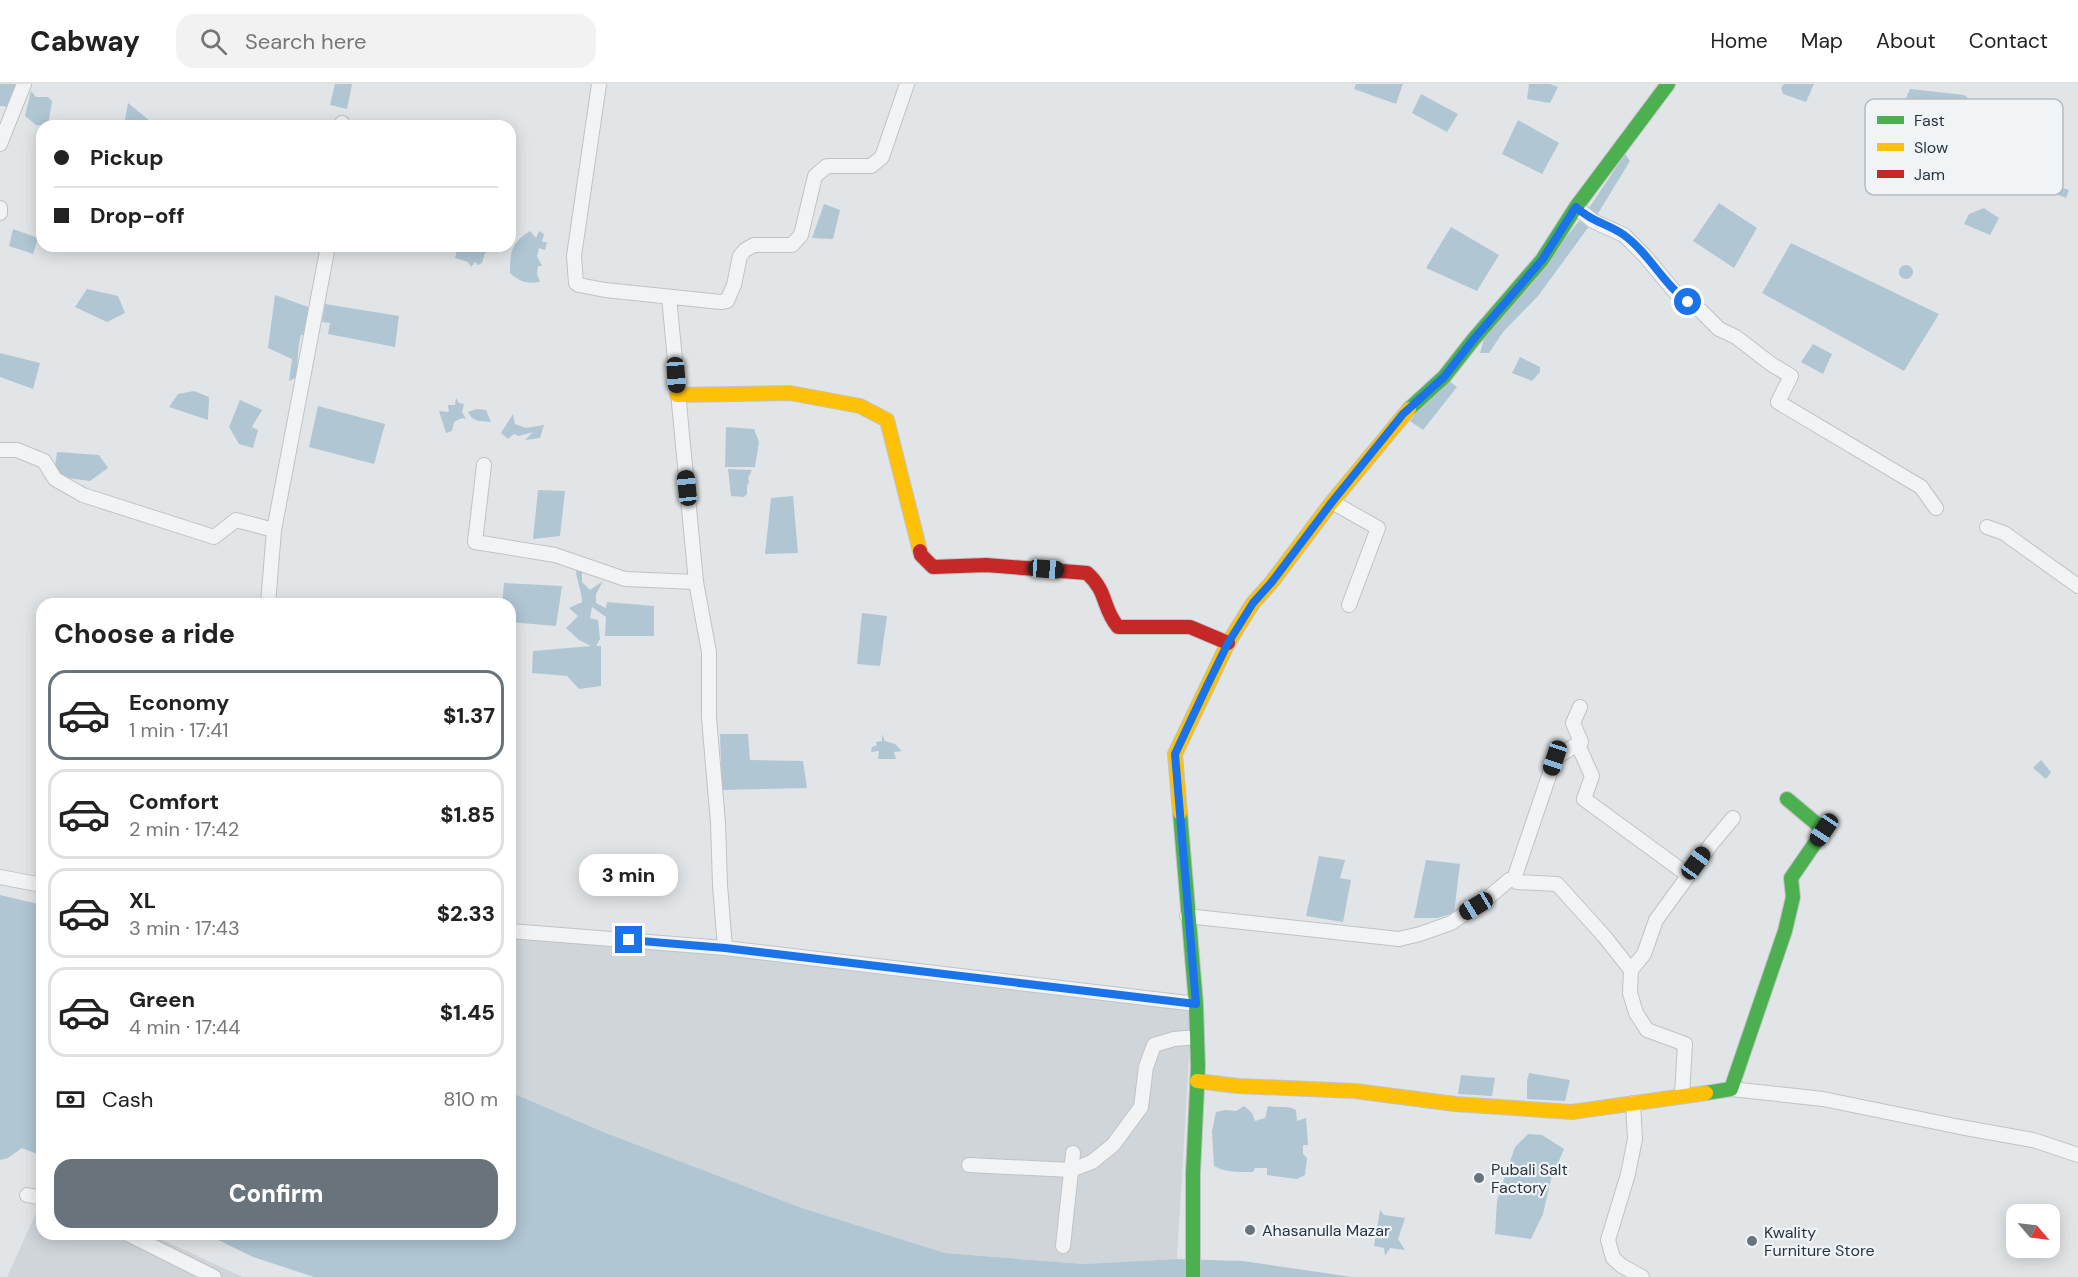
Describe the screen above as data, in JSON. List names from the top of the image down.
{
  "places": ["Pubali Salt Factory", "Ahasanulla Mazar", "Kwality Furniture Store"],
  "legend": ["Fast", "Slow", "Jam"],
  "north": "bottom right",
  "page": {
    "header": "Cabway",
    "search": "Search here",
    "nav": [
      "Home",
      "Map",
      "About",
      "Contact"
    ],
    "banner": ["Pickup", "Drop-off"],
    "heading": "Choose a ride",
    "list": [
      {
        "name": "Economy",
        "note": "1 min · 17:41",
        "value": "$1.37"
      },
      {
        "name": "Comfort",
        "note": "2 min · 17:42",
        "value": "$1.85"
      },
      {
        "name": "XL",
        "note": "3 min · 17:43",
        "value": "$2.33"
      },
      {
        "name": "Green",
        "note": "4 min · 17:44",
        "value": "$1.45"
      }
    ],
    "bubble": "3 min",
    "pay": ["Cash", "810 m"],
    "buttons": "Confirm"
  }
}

================================

Instructions to follow –
Everything in the entries above should be written out again exactly, except the images.

Solved exercise –
Describe the screen above as data, in JSON. List names from the top of the image down.
{
  "places": ["Pubali Salt Factory", "Ahasanulla Mazar", "Kwality Furniture Store"],
  "legend": ["Fast", "Slow", "Jam"],
  "north": "bottom right",
  "page": {
    "header": "Cabway",
    "search": "Search here",
    "nav": [
      "Home",
      "Map",
      "About",
      "Contact"
    ],
    "banner": ["Pickup", "Drop-off"],
    "heading": "Choose a ride",
    "list": [
      {
        "name": "Economy",
        "note": "1 min · 17:41",
        "value": "$1.37"
      },
      {
        "name": "Comfort",
        "note": "2 min · 17:42",
        "value": "$1.85"
      },
      {
        "name": "XL",
        "note": "3 min · 17:43",
        "value": "$2.33"
      },
      {
        "name": "Green",
        "note": "4 min · 17:44",
        "value": "$1.45"
      }
    ],
    "bubble": "3 min",
    "pay": ["Cash", "810 m"],
    "buttons": "Confirm"
  }
}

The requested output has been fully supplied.